Warning Welsh council mergers would be a 'disaster'

Meeting graphic Image copyright Thinkstock
Image caption Between 10 and 12 councils has been suggested as the best model

Big reductions in the number of Welsh councils would be a "disaster", an ex-Labour council leader has warned.

Welsh Labour's executive committee extended a consultation period over the issue at a meeting on Saturday.

An independent commission, in January, recommended the 22 councils should be roughly halved.

But former leader of Bridgend Jeff Jones said council leaders were "struggling" with cuts and the idea mergers would help was "nonsense".

First Minister Carwyn Jones has called for substantial reductions in council numbers, insisting no one is in favour of the current set-up.

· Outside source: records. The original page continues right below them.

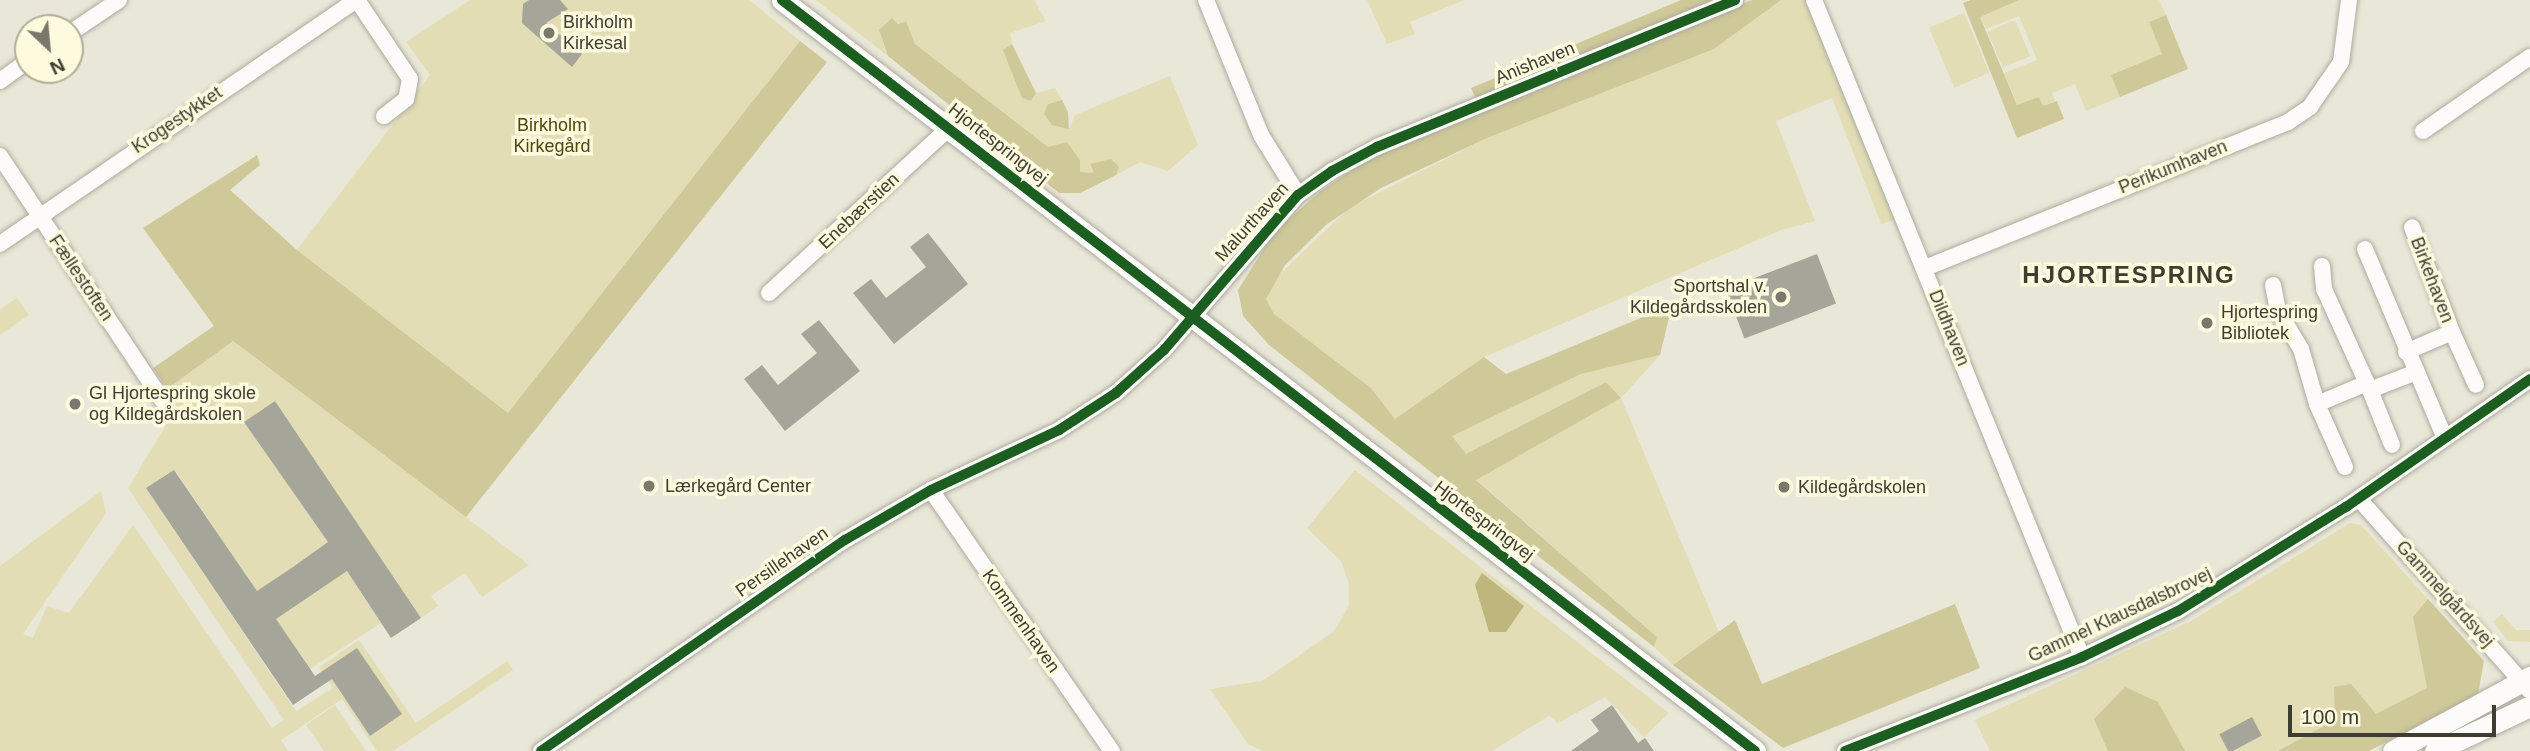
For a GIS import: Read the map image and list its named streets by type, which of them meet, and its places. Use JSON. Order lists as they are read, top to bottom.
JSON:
{
  "streets": {
    "street": [
      "Anishaven",
      "Krogestykket",
      "Hjortespringvej",
      "Perikumhaven",
      "Enebærstien",
      "Malurthaven",
      "Fællestoften",
      "Birkehaven",
      "Dildhaven",
      "Persillehaven",
      "Gammelgårdsvej",
      "Gammel Klausdalsbrovej",
      "Kommenhaven"
    ]
  },
  "crossings": [
    ["Anishaven", "Malurthaven"],
    ["Krogestykket", "Fællestoften"],
    ["Hjortespringvej", "Enebærstien"],
    ["Hjortespringvej", "Malurthaven"],
    ["Hjortespringvej", "Persillehaven"],
    ["Perikumhaven", "Dildhaven"],
    ["Malurthaven", "Persillehaven"],
    ["Dildhaven", "Gammel Klausdalsbrovej"],
    ["Persillehaven", "Kommenhaven"],
    ["Gammelgårdsvej", "Gammel Klausdalsbrovej"]
  ],
  "districts": ["HJORTESPRING"],
  "parks": ["Birkholm Kirkegård"],
  "places": [
    "Birkholm Kirkesal",
    "Sportshal v. Kildegårdsskolen",
    "Hjortespring Bibliotek",
    "Gl Hjortespring skole og Kildegårdskolen",
    "Lærkegård Center",
    "Kildegårdskolen"
  ],
  "scale_bar": "100 m",
  "north": "bottom right"
}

Lesley Griffiths, the minister responsible for local government, told last Thursday's Welsh Local Government (WLGA) conference she wanted "profound" changes to the way authorities work as a result of the reforms.

Image caption Jeff Jones believes the plans to cut the number of councils make no sense

Any agreement within the Labour Party would need be approved by the Welsh government.

Ministers need cross-party support at the assembly to force through changes, but are also encouraging councils to merge voluntarily.

Jeff Jones, now a local government consultant, told BBC Wales: "I think it's going to make a crisis into a complete disaster.

"I think this is where local authority leaders are really pulling their hair out.

"They're really struggling to make the cuts, and this idea that, somehow, mergers will make things better is complete nonsense.

"Even if in the long run you save money, in the short term you need money up front to make it work, and what is the long run?"

Further consultation

WLGA leader Bob Wellington, also Labour leader of Torfaen, told last week's conference that councils should be more involved in the debate about council reorganisation.

He said that after the publication of the Williams Commission's report five months ago, everyone within local government had expected to be involved in the debate.

"But this dialogue has not materialised," he complained.

Following the executive meeting, a Welsh Labour spokesman said: "The Welsh Labour executive committee today considered the Williams Commission's map of 12 local authorities - with Swansea, Carmarthenshire and Powys as they currently are - and will conduct a further three-month period of consultation within the party upon the map.

"We invite proposals for any worked up alternatives during that time."